→ EXERCISE DIRECTIONS:
Below are entries; work out how many of their lines hold "Glen", giving only that number.

Dataset entries:
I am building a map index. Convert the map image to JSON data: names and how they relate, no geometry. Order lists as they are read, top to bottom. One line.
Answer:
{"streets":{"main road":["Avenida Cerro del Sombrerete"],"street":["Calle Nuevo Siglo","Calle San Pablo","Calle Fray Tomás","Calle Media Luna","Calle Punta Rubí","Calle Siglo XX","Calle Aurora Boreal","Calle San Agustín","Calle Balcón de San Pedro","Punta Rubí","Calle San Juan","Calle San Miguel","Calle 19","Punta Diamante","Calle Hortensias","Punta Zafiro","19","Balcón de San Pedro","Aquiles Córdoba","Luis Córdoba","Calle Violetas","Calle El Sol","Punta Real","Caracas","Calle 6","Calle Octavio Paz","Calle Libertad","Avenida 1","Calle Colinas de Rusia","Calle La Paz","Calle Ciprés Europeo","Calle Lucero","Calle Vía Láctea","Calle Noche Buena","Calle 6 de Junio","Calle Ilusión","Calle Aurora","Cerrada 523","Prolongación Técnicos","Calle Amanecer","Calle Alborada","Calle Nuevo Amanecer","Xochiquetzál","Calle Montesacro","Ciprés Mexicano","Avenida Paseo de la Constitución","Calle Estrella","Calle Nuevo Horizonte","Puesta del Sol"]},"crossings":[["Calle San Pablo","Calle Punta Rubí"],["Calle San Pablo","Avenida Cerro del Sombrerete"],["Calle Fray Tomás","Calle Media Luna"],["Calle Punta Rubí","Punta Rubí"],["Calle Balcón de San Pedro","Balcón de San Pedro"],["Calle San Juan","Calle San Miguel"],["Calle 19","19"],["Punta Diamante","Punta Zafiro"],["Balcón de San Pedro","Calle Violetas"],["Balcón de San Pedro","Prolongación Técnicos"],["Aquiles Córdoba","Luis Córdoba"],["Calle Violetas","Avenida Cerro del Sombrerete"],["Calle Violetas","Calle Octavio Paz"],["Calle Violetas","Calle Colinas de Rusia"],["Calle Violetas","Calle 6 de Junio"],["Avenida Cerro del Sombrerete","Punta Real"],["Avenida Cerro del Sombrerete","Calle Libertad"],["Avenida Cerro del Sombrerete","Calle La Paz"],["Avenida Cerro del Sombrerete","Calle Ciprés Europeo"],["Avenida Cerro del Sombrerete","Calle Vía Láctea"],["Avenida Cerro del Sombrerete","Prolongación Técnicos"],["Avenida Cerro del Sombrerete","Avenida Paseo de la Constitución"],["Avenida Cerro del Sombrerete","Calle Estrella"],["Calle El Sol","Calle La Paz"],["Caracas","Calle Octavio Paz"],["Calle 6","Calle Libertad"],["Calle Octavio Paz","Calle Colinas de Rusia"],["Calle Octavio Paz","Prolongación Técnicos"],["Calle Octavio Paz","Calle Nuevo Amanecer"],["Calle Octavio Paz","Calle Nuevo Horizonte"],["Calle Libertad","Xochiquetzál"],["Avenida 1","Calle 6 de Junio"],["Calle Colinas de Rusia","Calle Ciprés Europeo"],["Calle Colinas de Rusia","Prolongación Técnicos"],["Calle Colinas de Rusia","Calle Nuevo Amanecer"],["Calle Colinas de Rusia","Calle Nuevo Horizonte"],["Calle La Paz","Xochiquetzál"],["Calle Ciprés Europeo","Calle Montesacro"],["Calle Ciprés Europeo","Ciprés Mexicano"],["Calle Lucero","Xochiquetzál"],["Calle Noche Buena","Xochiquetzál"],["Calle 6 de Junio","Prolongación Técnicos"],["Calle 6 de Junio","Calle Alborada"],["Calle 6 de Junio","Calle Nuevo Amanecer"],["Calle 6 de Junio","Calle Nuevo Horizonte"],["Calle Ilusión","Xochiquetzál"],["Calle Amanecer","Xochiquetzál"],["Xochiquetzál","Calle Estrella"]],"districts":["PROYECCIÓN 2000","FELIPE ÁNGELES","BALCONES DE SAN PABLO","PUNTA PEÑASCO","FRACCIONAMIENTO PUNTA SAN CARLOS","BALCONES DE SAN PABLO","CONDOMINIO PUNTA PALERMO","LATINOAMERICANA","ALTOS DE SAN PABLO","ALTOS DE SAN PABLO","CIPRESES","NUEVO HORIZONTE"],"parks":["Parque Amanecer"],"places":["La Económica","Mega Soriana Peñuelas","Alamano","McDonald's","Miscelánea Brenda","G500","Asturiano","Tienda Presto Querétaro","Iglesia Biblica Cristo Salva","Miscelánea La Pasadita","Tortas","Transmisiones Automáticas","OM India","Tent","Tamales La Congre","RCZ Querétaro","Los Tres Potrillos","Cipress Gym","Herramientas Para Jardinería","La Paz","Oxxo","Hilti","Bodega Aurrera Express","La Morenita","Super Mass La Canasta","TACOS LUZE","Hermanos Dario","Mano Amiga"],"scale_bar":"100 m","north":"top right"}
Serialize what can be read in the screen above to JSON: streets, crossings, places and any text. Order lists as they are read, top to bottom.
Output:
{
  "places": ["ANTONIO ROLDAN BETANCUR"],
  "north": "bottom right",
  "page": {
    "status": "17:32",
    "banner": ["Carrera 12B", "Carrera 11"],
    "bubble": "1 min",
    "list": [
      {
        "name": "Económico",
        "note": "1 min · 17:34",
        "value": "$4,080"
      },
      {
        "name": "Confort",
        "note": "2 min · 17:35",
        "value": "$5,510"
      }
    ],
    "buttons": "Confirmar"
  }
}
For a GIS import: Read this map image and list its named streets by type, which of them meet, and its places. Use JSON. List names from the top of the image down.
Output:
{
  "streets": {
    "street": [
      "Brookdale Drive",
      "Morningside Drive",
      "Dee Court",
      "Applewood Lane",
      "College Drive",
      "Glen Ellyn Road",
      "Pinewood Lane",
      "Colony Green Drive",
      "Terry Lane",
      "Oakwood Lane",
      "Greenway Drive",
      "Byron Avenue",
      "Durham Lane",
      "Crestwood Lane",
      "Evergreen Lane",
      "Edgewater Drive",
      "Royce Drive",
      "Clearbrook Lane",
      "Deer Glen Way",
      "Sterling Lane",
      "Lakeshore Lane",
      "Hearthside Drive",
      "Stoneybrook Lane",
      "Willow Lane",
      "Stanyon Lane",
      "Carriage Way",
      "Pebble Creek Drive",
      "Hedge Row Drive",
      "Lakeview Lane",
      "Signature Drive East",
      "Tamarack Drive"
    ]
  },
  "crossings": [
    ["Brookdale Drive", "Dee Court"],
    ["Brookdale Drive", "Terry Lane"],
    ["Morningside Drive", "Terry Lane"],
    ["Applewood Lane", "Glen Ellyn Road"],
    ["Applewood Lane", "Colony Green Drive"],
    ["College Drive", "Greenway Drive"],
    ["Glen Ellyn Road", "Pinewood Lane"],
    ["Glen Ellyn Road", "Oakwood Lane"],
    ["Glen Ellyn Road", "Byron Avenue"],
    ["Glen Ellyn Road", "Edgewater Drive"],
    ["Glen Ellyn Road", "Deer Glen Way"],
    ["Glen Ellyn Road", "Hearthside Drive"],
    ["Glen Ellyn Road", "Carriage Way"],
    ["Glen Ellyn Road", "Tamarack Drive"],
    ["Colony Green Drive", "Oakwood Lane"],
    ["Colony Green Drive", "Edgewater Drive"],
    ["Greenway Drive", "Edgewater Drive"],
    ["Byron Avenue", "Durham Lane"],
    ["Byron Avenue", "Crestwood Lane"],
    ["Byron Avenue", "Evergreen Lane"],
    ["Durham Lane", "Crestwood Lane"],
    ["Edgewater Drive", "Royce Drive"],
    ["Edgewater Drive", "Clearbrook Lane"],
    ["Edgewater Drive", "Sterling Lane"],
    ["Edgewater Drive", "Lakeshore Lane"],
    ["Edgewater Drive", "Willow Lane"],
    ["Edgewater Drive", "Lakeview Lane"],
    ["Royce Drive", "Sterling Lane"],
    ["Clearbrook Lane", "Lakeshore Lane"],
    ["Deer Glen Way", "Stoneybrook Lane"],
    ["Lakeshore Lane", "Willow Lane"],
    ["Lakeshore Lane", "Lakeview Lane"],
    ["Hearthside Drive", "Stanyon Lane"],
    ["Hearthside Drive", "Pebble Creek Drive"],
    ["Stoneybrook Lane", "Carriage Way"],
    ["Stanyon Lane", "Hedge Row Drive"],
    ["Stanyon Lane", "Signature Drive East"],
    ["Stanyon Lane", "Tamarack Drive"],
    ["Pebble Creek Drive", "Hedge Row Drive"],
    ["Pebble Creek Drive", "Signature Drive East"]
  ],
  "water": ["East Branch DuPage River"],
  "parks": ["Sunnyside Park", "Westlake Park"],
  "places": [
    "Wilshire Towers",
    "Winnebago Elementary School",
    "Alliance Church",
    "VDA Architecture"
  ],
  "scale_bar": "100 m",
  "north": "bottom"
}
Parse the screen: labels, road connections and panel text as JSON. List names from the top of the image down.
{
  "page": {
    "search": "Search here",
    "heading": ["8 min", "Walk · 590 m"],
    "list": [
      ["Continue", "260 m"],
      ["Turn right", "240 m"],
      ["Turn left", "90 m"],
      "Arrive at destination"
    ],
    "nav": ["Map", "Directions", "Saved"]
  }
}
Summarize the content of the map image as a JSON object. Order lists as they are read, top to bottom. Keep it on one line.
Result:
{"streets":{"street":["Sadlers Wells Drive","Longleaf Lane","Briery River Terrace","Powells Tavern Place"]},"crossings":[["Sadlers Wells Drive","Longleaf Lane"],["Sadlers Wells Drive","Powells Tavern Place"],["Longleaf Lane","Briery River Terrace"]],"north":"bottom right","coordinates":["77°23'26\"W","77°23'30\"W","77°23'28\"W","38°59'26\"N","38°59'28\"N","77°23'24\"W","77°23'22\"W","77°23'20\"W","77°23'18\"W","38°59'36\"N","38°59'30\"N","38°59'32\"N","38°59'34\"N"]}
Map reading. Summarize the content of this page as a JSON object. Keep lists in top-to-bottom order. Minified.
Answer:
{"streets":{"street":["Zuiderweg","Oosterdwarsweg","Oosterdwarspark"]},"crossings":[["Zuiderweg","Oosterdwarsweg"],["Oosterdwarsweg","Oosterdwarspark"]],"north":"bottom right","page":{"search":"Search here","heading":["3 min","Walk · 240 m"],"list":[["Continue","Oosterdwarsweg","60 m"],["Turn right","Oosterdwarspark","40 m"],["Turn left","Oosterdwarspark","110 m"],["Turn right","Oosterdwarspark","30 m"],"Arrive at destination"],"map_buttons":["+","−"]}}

→ ANSWER TO THE PROBLEM:
12